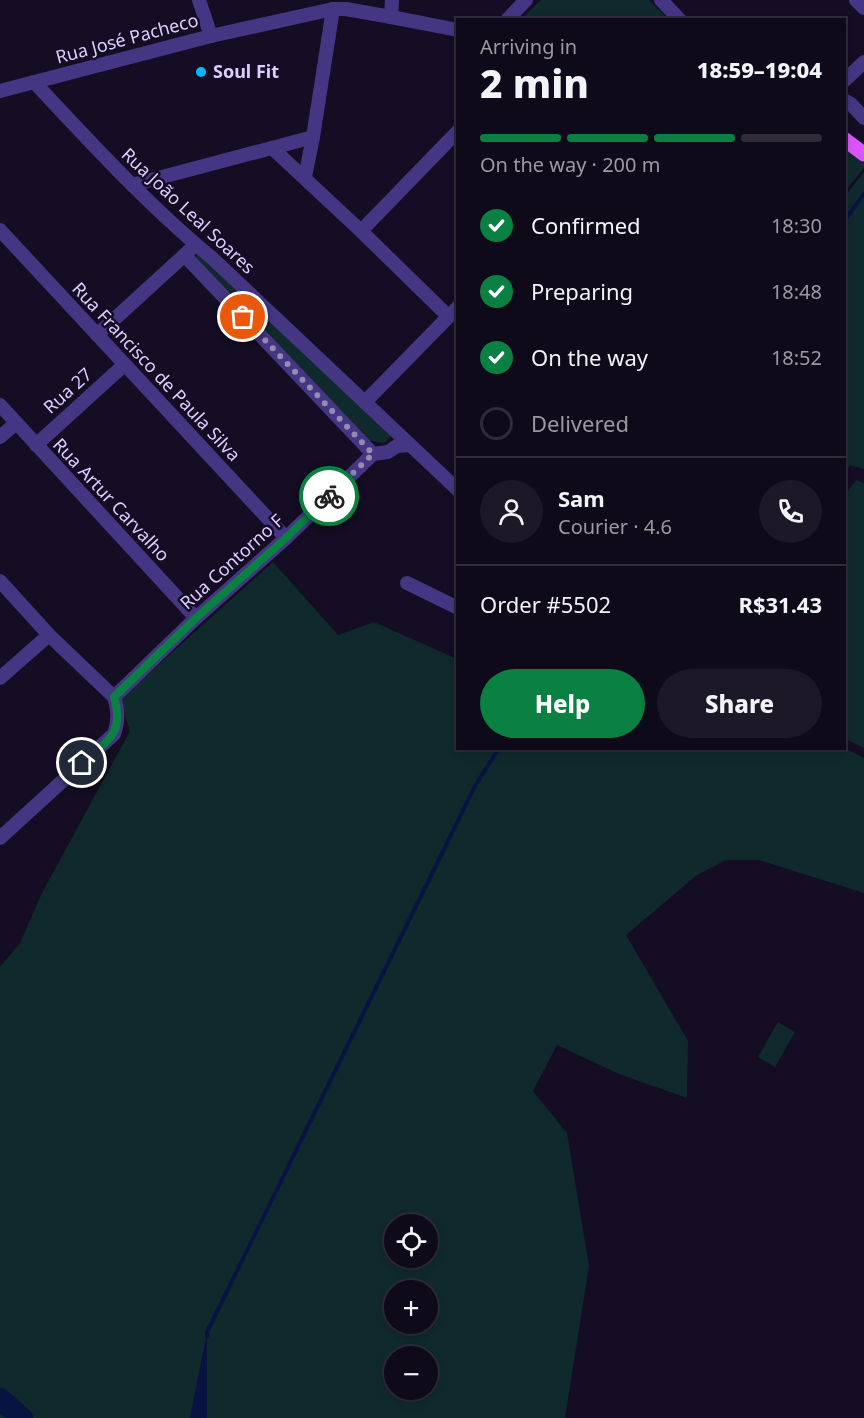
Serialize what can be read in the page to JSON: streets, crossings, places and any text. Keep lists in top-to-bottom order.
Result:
{
  "streets": {
    "street": [
      "Rua José Pacheco",
      "Rua João Leal Soares",
      "Rua Francisco de Paula Silva",
      "Rua 27",
      "Rua Artur Carvalho",
      "Rua Contorno F"
    ]
  },
  "crossings": [
    ["Rua José Pacheco", "Rua João Leal Soares"],
    ["Rua João Leal Soares", "Rua Contorno F"],
    ["Rua Francisco de Paula Silva", "Rua 27"],
    ["Rua Francisco de Paula Silva", "Rua Contorno F"],
    ["Rua 27", "Rua Artur Carvalho"],
    ["Rua Artur Carvalho", "Rua Contorno F"]
  ],
  "places": ["Soul Fit"],
  "page": {
    "heading": ["2 min", "Arriving in", "18:59–19:04"],
    "panel": [
      "Sam",
      "Courier · 4.6",
      "Order #5502",
      "R$31.43"
    ],
    "bar": "On the way · 200 m",
    "list": [
      ["Confirmed", "18:30"],
      ["Preparing", "18:48"],
      ["On the way", "18:52"],
      "Delivered"
    ],
    "buttons": ["Help", "Share"],
    "map_buttons": ["+", "−"]
  }
}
________________
» Required work
Reproduce each line from the data that has "streets" in it.

» Answer space
Serialize what can be read in the page to JSON: streets, crossings, places and any text. Keep lists in top-to-bottom order.
  "streets": {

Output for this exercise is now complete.